Publication year - 2006
Publication title -
journal of cutaneous pathology
Language(s) - English
Resource type - Journals
SCImago Journal Rank - 0.597
H-Index - 75
eISSN - 1600-0560
pISSN - 0303-6987
DOI - 10.1111/j.1600-0560.2006.00501.x
Subject(s) - chromogenic in situ hybridization , melanoma , medicine , cancer , stage (stratigraphy) , biopsy , in situ hybridization , pathology , metastasis , oncology , cancer research , gene expression , biology , gene , paleontology , biochemistry
Objective:  To determine whether loss of melastatin (MLSN) is a universal phenomenon in American Joint Committee on Cancer (AJCC) stage I and II melanoma patients who experienced recurrence. Material and methods:  Paraffin blocks of primary melanomas (PMs) were retrieved from 30 patients who had a negative sentinel lymph node biopsy and developed recurrent melanoma (AJCC stage I and II). Chromogenic in situ hybridization (CISH) methods were utilized to evaluate the expression of MLSN mRNA. These results were correlated with clinicopathologic data.
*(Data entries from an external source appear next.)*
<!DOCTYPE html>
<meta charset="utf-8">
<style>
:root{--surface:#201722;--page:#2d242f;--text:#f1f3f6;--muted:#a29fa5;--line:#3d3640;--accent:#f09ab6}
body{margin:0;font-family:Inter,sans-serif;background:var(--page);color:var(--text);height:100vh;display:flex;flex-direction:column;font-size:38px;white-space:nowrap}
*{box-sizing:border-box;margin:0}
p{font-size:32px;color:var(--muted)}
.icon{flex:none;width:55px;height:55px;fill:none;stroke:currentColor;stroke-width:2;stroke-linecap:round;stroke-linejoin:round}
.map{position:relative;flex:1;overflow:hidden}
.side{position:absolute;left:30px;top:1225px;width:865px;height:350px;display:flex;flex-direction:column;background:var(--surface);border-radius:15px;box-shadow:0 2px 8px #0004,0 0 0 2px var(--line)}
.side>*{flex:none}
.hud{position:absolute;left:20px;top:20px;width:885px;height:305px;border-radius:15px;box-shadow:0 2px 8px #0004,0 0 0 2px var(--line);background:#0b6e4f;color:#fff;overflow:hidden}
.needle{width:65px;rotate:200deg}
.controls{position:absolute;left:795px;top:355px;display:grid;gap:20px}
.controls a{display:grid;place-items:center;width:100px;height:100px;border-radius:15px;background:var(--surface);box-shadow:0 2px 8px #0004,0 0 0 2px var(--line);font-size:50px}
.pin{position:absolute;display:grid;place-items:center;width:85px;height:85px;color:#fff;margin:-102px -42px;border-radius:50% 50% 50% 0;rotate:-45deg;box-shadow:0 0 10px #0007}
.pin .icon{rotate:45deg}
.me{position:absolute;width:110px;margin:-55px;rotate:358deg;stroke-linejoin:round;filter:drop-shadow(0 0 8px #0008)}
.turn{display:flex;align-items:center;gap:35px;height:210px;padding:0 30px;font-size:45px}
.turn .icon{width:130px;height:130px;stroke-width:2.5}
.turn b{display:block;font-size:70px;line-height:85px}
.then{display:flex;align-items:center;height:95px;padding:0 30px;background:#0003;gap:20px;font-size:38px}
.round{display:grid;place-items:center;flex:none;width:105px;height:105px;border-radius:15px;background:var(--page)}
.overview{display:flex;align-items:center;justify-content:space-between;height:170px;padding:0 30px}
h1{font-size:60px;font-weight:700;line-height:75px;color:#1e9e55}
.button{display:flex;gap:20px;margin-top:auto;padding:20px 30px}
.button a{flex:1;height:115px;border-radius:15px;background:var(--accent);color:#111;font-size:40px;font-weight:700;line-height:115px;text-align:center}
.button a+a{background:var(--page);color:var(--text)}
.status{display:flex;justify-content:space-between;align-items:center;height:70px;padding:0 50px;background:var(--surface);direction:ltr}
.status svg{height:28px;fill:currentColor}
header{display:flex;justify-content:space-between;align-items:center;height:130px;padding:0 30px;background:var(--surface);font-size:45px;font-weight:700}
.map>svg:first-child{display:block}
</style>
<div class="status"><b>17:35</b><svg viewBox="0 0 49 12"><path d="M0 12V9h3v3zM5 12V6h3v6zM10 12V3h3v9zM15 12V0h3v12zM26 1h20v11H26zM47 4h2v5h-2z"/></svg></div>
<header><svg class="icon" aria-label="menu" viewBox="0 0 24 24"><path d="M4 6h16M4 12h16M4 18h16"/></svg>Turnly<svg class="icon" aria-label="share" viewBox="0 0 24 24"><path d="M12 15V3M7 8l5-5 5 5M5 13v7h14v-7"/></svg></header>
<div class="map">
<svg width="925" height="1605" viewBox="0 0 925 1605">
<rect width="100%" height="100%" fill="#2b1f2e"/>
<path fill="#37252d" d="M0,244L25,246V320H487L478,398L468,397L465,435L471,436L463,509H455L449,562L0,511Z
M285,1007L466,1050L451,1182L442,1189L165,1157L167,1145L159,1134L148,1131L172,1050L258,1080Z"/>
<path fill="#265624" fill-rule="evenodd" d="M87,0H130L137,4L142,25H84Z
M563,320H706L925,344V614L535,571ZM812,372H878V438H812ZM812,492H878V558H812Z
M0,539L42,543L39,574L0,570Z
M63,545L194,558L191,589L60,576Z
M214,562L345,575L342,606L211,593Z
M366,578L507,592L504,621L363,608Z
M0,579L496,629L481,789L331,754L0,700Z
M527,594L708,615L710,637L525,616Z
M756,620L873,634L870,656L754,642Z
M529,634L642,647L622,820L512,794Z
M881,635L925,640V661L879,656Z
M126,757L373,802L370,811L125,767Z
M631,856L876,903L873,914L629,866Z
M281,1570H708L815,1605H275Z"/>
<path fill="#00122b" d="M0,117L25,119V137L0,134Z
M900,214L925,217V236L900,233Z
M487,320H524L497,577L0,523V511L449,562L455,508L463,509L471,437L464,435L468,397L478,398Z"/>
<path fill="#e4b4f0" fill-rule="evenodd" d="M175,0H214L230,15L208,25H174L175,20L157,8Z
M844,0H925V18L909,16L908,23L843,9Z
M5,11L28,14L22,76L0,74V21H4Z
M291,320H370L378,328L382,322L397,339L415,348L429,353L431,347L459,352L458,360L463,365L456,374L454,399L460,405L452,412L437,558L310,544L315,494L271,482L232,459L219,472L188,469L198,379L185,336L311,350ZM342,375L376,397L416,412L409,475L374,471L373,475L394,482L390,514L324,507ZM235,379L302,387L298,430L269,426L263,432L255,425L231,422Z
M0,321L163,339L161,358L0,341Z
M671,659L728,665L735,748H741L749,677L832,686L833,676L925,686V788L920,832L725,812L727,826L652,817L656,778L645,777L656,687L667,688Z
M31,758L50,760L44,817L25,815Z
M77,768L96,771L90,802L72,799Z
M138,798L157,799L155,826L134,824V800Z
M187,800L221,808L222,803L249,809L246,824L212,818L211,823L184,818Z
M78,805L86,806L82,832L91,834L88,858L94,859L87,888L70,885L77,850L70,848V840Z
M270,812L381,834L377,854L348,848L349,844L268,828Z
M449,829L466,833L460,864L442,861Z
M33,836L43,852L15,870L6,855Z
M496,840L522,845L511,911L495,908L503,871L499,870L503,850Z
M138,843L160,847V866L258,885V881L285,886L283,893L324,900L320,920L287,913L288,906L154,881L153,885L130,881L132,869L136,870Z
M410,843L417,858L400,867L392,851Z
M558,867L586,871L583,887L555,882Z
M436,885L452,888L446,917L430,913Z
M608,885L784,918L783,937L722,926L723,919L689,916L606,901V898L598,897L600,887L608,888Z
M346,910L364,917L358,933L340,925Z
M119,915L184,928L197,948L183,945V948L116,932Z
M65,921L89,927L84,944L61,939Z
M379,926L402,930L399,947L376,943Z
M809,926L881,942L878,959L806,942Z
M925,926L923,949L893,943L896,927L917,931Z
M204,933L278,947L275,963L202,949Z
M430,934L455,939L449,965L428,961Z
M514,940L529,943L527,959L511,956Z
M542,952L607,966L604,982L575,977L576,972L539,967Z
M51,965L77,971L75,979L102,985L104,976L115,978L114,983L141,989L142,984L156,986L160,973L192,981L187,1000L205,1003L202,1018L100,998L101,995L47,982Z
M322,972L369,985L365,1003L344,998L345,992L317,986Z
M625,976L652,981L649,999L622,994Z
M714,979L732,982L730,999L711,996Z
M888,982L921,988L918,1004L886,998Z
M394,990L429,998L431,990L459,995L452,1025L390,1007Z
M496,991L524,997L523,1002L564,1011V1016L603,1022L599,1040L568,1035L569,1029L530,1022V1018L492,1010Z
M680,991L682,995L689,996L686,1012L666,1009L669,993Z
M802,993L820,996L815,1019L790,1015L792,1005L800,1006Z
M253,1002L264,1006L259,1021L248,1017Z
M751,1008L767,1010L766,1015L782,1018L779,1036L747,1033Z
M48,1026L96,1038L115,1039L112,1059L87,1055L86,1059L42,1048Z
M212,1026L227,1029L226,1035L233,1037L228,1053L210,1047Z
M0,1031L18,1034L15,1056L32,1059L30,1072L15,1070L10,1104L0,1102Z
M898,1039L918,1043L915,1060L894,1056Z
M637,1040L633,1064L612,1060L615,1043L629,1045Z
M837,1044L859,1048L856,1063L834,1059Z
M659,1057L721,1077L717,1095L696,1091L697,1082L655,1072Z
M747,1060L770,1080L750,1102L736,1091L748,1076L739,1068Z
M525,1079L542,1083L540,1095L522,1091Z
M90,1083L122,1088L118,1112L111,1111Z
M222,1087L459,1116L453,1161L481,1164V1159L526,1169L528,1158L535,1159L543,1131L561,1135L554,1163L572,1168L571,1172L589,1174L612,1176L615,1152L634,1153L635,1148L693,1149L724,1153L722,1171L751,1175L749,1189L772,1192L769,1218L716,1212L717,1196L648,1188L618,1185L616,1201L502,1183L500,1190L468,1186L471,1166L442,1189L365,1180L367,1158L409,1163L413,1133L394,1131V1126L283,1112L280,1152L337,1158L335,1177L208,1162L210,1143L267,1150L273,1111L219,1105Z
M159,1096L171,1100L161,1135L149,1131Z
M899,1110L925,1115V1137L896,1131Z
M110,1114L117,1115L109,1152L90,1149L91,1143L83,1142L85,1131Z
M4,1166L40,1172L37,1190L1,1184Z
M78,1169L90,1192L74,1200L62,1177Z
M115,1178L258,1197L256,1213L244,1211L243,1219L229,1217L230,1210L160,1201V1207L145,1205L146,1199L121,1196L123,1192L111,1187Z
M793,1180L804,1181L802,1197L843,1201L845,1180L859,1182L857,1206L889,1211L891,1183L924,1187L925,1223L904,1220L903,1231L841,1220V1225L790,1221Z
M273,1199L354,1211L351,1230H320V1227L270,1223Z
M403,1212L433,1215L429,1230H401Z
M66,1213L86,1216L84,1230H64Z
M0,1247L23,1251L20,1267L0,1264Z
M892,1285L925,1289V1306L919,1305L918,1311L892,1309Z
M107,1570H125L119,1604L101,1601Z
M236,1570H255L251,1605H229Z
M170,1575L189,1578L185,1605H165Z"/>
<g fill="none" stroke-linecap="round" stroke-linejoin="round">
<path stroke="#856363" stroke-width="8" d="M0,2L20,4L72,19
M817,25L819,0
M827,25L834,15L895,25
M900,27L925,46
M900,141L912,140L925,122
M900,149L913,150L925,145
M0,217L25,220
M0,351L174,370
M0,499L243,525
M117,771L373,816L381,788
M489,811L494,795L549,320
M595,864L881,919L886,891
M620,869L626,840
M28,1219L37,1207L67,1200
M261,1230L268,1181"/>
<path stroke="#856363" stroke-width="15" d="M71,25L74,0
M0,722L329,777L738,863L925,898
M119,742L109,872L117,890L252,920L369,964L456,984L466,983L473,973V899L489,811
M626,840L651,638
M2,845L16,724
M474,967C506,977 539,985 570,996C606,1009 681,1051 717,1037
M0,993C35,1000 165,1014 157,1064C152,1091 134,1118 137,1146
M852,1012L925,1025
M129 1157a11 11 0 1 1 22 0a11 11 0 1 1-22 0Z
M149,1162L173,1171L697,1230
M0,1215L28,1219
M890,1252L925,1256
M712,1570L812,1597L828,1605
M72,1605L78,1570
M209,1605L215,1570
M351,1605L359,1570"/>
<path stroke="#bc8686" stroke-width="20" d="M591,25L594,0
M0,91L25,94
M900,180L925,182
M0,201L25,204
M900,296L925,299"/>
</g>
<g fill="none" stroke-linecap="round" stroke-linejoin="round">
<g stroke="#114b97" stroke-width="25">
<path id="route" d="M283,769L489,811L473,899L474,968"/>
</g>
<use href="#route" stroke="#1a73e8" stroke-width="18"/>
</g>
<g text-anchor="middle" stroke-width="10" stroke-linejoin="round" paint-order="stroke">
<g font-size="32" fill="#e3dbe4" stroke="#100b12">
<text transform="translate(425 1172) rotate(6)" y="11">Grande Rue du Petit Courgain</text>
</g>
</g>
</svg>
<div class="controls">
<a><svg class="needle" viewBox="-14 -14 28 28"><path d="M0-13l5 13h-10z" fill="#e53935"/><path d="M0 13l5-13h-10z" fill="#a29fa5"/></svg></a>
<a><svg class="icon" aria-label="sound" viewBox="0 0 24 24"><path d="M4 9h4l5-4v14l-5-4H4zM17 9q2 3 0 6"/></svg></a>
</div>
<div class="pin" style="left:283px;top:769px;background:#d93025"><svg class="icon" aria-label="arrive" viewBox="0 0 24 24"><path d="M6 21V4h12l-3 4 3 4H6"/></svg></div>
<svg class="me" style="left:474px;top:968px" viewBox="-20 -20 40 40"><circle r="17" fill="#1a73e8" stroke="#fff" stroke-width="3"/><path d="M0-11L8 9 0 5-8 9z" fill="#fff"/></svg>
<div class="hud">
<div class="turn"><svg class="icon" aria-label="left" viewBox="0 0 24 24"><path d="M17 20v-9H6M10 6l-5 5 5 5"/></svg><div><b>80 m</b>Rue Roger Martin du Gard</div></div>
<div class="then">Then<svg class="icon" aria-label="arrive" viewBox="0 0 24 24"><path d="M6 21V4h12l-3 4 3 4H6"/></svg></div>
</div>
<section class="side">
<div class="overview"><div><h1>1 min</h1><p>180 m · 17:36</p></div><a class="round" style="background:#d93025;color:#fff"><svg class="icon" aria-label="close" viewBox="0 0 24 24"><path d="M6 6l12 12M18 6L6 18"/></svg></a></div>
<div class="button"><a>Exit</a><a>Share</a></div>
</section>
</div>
Results:  Variable, heterogeneous expression of MLSN mRNA was identified in normal, in situ and invasive melanocytes within and between cases. For the invasive PM component, 24 (80%) had focal, regional or complete loss of MLSN mRNA. The remaining 20% had either regional or total partial downregulation of MLSN mRNA. Intact MLSN mRNA expression was present regionally in 14/30 (47%), with mean relative tumor area of 38%, range 5–85%. Increasing loss of MLSN mRNA significantly correlated with increasing tumor depth and microsatellites (r = 0.1/0.4, p = 0.04). However, thin, AJCC T stage 1a PM had higher relative mean loss than intermediate AJCC T stage 2a/2b/3a thickness PM (65% vs. 34%/48%/25%). Increasing loss of MLSN mRNA significantly impacted on disease free survival (DFS) by multivariate analysis (58 vs. 0% 2 years DFS, ≤ 75 vs. >75% mRNA loss, p = 0.02). Decreased overall survival significantly correlated with increasing age and vascular invasion on multivariate analysis. Conclusion:  Extensive loss of MLSN in PM correlated with aggressive metastatic melanoma. Ancillary testing for MLSN mRNA expression by CISH could offer a means to more accurately identify AJCC stage I and II patients at risk for metastatic disease, who could benefit from adjuvant therapy.